## Assigned task
Go through the records below line by line. Count the lines with "major" and give the count alone.

-*-*-

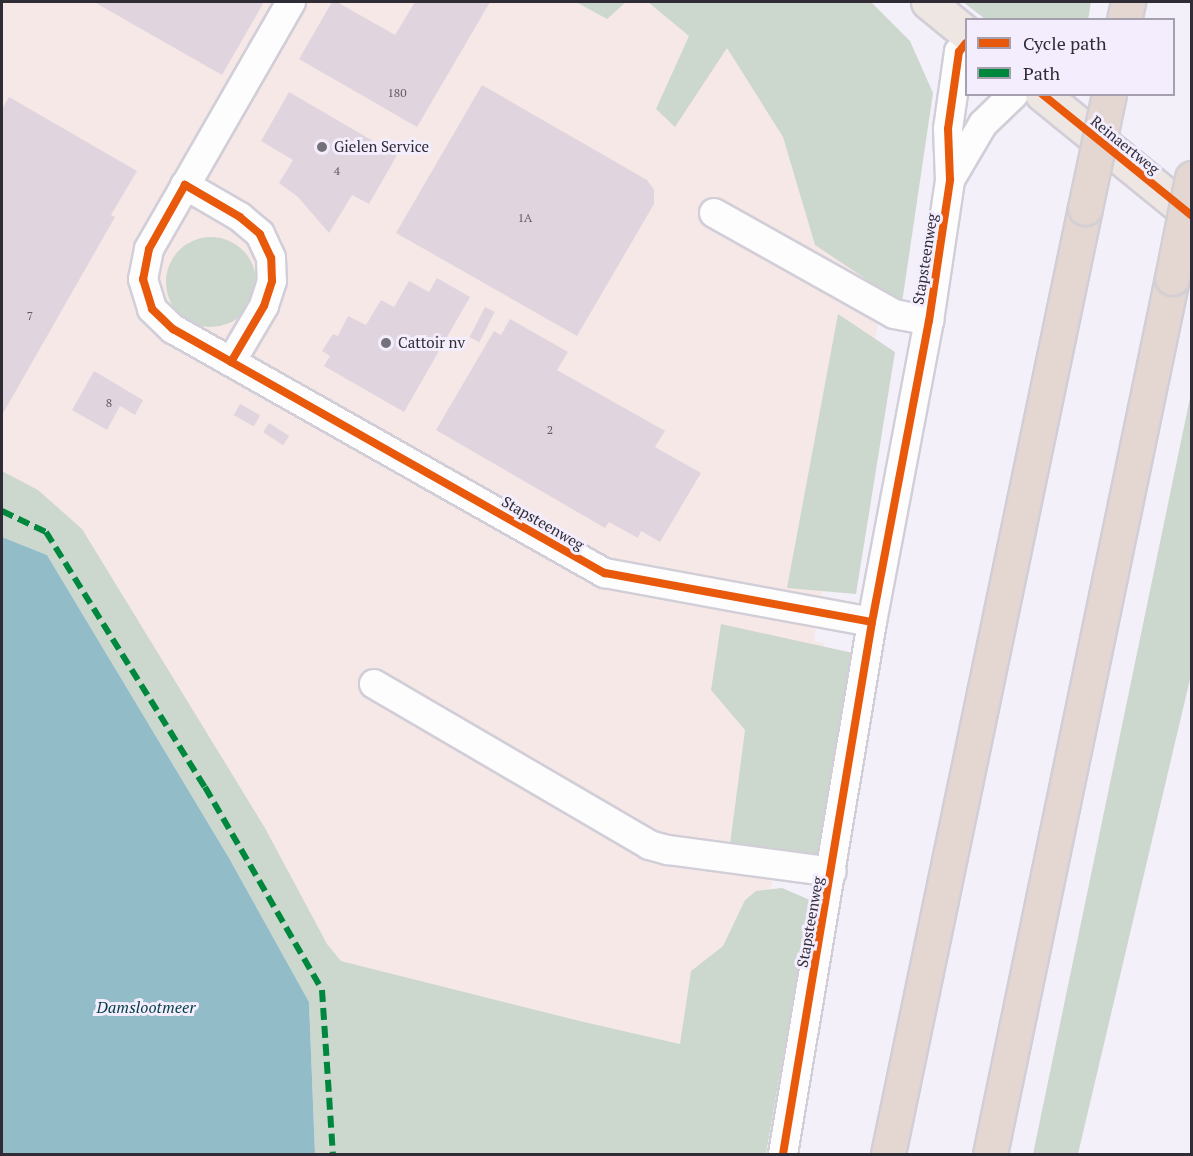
<!DOCTYPE html>
<html>
<head>
<meta charset="utf-8">
<style>
  body { margin:0 }
  #map { position:relative; width:1193px; height:1156px; overflow:hidden; background:#f4f0fa; font-family:"PT Serif",serif }
  div>[style] { position:absolute }
  [style*='--x'] { left:calc(var(--x)*1px); top:calc(var(--y)*1px); width:calc(var(--w)*1px); rotate:calc(var(--a)*1deg) }
  .industrial>* { inset:0; background:#f6e8e6 }
  .green>* { inset:0; background:#ccd8cd }
  .round { border-radius:50% }
  .water>* { inset:0; background:#92bcc7 }
  .building>* { inset:0; background:#e0d5de; transform-origin:0 0 }
  .roads { filter:drop-shadow(2px 0 #d2ced8) drop-shadow(-2px 0 #d2ced8) drop-shadow(0 2px #d2ced8) drop-shadow(0 -2px #d2ced8) }
  .minor>* { height:28px; margin:-14px; padding:0 14px; transform-origin:14px; border-radius:14px; background:#fdfdfe }
  .major>* { height:33px; margin:-16.5px; padding:0 16.5px; transform-origin:16.5px; border-radius:16.5px; background:#eee6e2 }
  .highway>* { height:33px; margin:-16.5px; padding:0 16.5px; transform-origin:16.5px; border-radius:16.5px; background:#e4d6d0 }
  .bridges { filter:drop-shadow(2px 0 #d2cfd5) drop-shadow(-2px 0 #d2cfd5) drop-shadow(0 2px #d2cfd5) drop-shadow(0 -2px #d2cfd5) }
  .highway-bridge>* { height:33px; margin:-16.5px; padding:0 16.5px; transform-origin:16.5px; border-radius:16.5px; background:#e4d6d0 }
  .quiet>* { height:6px; margin-top:-3px; transform-origin:0; background:repeating-linear-gradient(90deg,#00873e 0 12px,transparent 0 18px) }
  .cycleway>* { height:8px; margin:-4px; padding:0 4px; transform-origin:4px; border-radius:4px; background:#e8590c }
  .dots>* { width:16px; height:16px; translate:-50% -50%; box-sizing:border-box; border:3px solid #f3edfd; border-radius:50% }
  span { translate:-50% -50%; white-space:nowrap; text-align:center; line-height:1.15; -webkit-text-stroke:6px #f3edfd; paint-order:stroke }
  .number-label { font-size:12px; color:#605a64 }
  .number-label span { -webkit-text-stroke-width:0 }
  .street-label { font-size:15px; color:#302c36 }
  .poi-label { font-size:15px; color:#302c36 }
  .left { translate:0 -50%; text-align:left }
  .water-label { font-size:16px; color:#023d47; font-style:italic }
  .frame { position:absolute; inset:0; border:3px solid #302c36; pointer-events:none }
  .legend { position:absolute; left:965px; top:18px; width:210px; height:78px; box-sizing:border-box; background:#f3edfd; border:2px solid #a5a0ad; margin:0; padding:8px 10px; list-style:none; font-size:18px; color:#302c36 }
  .legend li { display:flex; align-items:center; gap:12px; height:30px }
  .legend b { width:30px; border:2px solid #a5a0ad }
</style>
</head>
<body>
<div id="map">
  <div class="industrial">
    <div style="clip-path:polygon(2px 2px,843px 2px,911px 128px,846px 512px,823px 588px,814px 641px,824px 643px,791px 827px,770px 889px,756px 891px,745px 900px,723px 946px,691px 971px,681px 1044px,580px 1021px,341px 961px,327px 945px,38px 490px,2px 471px)"></div>
  </div>
  <div class="green">
    <div style="clip-path:polygon(576px 2px,626px 2px,607px 19px)"></div>
    <div style="clip-path:polygon(648px 2px,871px 2px,910px 41px,933px 93px,902px 303px,815px 245px,783px 137px,727px 48px,675px 127px,656px 109px,689px 36px)"></div>
    <div style="clip-path:polygon(963px 2px,1091px 2px,1088px 20px,985px 19px)"></div>
    <div class="round" style="left:166px;top:237px;width:90px;height:90px"></div>
    <div style="clip-path:polygon(838px 314px,895px 352px,856px 594px,787px 588px)"></div>
    <div style="clip-path:polygon(1191px 393px,1191px 675px,1078px 1154px,1033px 1154px)"></div>
    <div style="clip-path:polygon(2px 471px,38px 490px,82px 529px,265px 828px,327px 944px,341px 961px,580px 1021px,680px 1044px,691px 971px,723px 946px,745px 900px,756px 891px,782px 888px,810px 900px,766px 1154px,315px 1154px,309px 1002px,229px 858px,47px 555px,2px 537px)"></div>
    <div style="clip-path:polygon(721px 624px,853px 653px,816px 863px,729px 852px,745px 730px,711px 690px)"></div>
  </div>
  <div class="water">
    <div style="clip-path:polygon(2px 537px,47px 555px,229px 858px,309px 1002px,315px 1154px,2px 1154px)"></div>
  </div>
  <div class="building">
    <div style="clip-path:polygon(94px 2px,264px 2px,222px 75px)"></div>
    <div style="clip-path:polygon(332px 2px,337px 2px,395px 35px,415px 2px,490px 2px,417px 127px,299px 59px)"></div>
    <div style="clip-path:polygon(482px 85px,647px 180px,654px 190px,654px 204px,577px 336px,396px 233px)"></div>
    <div style="clip-path:polygon(289px 92px,397px 155px,369px 204px,352px 195px,329px 233px,298px 197px,279px 183px,293px 160px,261px 141px)"></div>
    <div style="clip-path:polygon(9px 97px,137px 171px,111px 215px,115px 217px,2px 415px,2px 109px)"></div>
    <div style="clip-path:polygon(437px 278px,470px 297px,404px 412px,324px 366px,330px 356px,322px 351px,333px 334px,338px 336px,348px 316px,366px 325px,381px 300px,394px 307px,409px 281px,429px 292px)"></div>
    <div style="left:485px;top:307px;width:11px;height:34px;rotate:27deg"></div>
    <div style="clip-path:polygon(510px 319px,568px 352px,557px 370px,665px 431px,655px 447px,701px 473px,660px 542px,641px 531px,638px 538px,609px 522px,605px 528px,436px 430px,494px 331px,501px 335px)"></div>
    <div style="clip-path:polygon(94px 371px,143px 400px,135px 415px,120px 406px,107px 430px,72px 410px)"></div>
    <div style="left:240px;top:404px;width:23px;height:13px;rotate:29deg"></div>
    <div style="left:269px;top:423px;width:24px;height:11px;rotate:33deg"></div>
  </div>
  <div class="roads">
    <div class="minor">
      <div style="--x:291;--y:2;--w:285;--a:119.9"></div>
      <div style="--x:149;--y:249;--w:31;--a:101"></div>
      <div style="--x:143;--y:279;--w:31;--a:73"></div>
      <div style="--x:152;--y:309;--w:29;--a:44"></div>
      <div style="--x:173;--y:329;--w:496;--a:29.5"></div>
      <div style="--x:605;--y:573;--w:271;--a:10.4"></div>
      <div style="--x:950;--y:180;--w:65;--a:-59.5"></div>
      <div style="--x:983;--y:124;--w:43;--a:-44.1"></div>
      <div style="--x:185;--y:185;--w:64;--a:30.2"></div>
      <div style="--x:240;--y:217;--w:26;--a:40"></div>
      <div style="--x:260;--y:234;--w:26;--a:65"></div>
      <div style="--x:271;--y:258;--w:23;--a:88"></div>
      <div style="--x:272;--y:281;--w:26;--a:108"></div>
      <div style="--x:264;--y:306;--w:65;--a:120.5"></div>
      <div style="--x:714;--y:213;--w:206;--a:29.3"></div>
      <div style="--x:894;--y:314;--w:36;--a:11"></div>
      <div style="--x:374;--y:684;--w:319;--a:30.3"></div>
      <div style="--x:649;--y:845;--w:20;--a:15"></div>
      <div style="--x:668;--y:850;--w:165;--a:7.6"></div>
      <div style="--x:783;--y:1154;--w:539;--a:-80.5"></div>
      <div style="--x:872;--y:622;--w:306;--a:-79.3"></div>
      <div style="--x:929;--y:321;--w:143;--a:-81.5"></div>
      <div style="--x:950;--y:180;--w:51;--a:-92.2"></div>
      <div style="--x:948;--y:129;--w:78;--a:-81.9"></div>
      <div style="--x:959;--y:52;--w:11;--a:-52"></div>
    </div>
    <div class="major">
      <div style="--x:928;--y:2;--w:49;--a:39.2"></div>
      <div style="--x:1042;--y:94;--w:193;--a:39.1"></div>
    </div>
    <div class="highway">
      <div style="--x:1124;--y:20;--w:18;--a:-77"></div>
      <div style="--x:888;--y:1154;--w:966;--a:-78.24"></div>
      <div style="--x:990;--y:1154;--w:895;--a:-78.26"></div>
    </div>
  </div>
  <div class="bridges">
    <div class="highway-bridge">
      <div style="--x:1085;--y:208;--w:116;--a:-78.1"></div>
      <div style="--x:1172;--y:278;--w:102;--a:-78.7"></div>
    </div>
  </div>
  <div class="quiet">
    <div style="--x:2;--y:511;--w:49;--a:25.5"></div>
    <div style="--x:46;--y:532;--w:301;--a:58.1"></div>
    <div style="--x:205;--y:787;--w:234;--a:60"></div>
    <div style="--x:322;--y:990;--w:164;--a:86.2"></div>
  </div>
  <div class="cycleway">
    <div style="--x:1042;--y:94;--w:193;--a:39.1"></div>
    <div style="--x:231;--y:362;--w:65;--a:-59.5"></div>
    <div style="--x:264;--y:306;--w:26;--a:-72"></div>
    <div style="--x:272;--y:281;--w:23;--a:-92"></div>
    <div style="--x:271;--y:258;--w:26;--a:-115"></div>
    <div style="--x:260;--y:234;--w:26;--a:-140"></div>
    <div style="--x:240;--y:217;--w:64;--a:-149.8"></div>
    <div style="--x:185;--y:185;--w:73;--a:119.4"></div>
    <div style="--x:149;--y:249;--w:31;--a:101"></div>
    <div style="--x:143;--y:279;--w:31;--a:73"></div>
    <div style="--x:152;--y:309;--w:29;--a:44"></div>
    <div style="--x:173;--y:329;--w:496;--a:29.5"></div>
    <div style="--x:605;--y:573;--w:271;--a:10.4"></div>
    <div style="--x:783;--y:1154;--w:539;--a:-80.5"></div>
    <div style="--x:872;--y:622;--w:306;--a:-79.3"></div>
    <div style="--x:929;--y:321;--w:143;--a:-81.5"></div>
    <div style="--x:950;--y:180;--w:51;--a:-92.2"></div>
    <div style="--x:948;--y:129;--w:78;--a:-81.9"></div>
    <div style="--x:959;--y:52;--w:11;--a:-52"></div>
  </div>
  <div class="dots">
    <div style="left:322px;top:147px;background:#75717b"></div>
    <div style="left:386px;top:343px;background:#75717b"></div>
  </div>
  <div class="number-label">
    <span style="left:397px;top:93px">180</span>
    <span style="left:337px;top:171px">4</span>
    <span style="left:525px;top:218px">1A</span>
    <span style="left:30px;top:316px">7</span>
    <span style="left:109px;top:403px">8</span>
    <span style="left:550px;top:430px">2</span>
  </div>
  <div class="street-label">
    <span style="left:1125px;top:145px;rotate:39deg">Reinaertweg</span>
    <span style="left:925px;top:259px;rotate:-81deg">Stapsteenweg</span>
    <span style="left:543px;top:523px;rotate:30deg">Stapsteenweg</span>
    <span style="left:810px;top:922px;rotate:-80deg">Stapsteenweg</span>
  </div>
  <div class="poi-label">
    <span class="left" style="left:334px;top:147px">Gielen Service</span>
    <span class="left" style="left:398px;top:343px">Cattoir nv</span>
  </div>
  <div class="water-label">
    <span style="left:146px;top:1007px">Damslootmeer</span>
  </div>
  <div class="frame"></div>
  <ul class="legend">
  <li><b style="height:8px;background:#e8590c"></b>Cycle path</li>
  <li><b style="height:8px;background:#00873e"></b>Path</li>
  </ul>
</div>
</body>
</html>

-*-*-

## Exercise output
2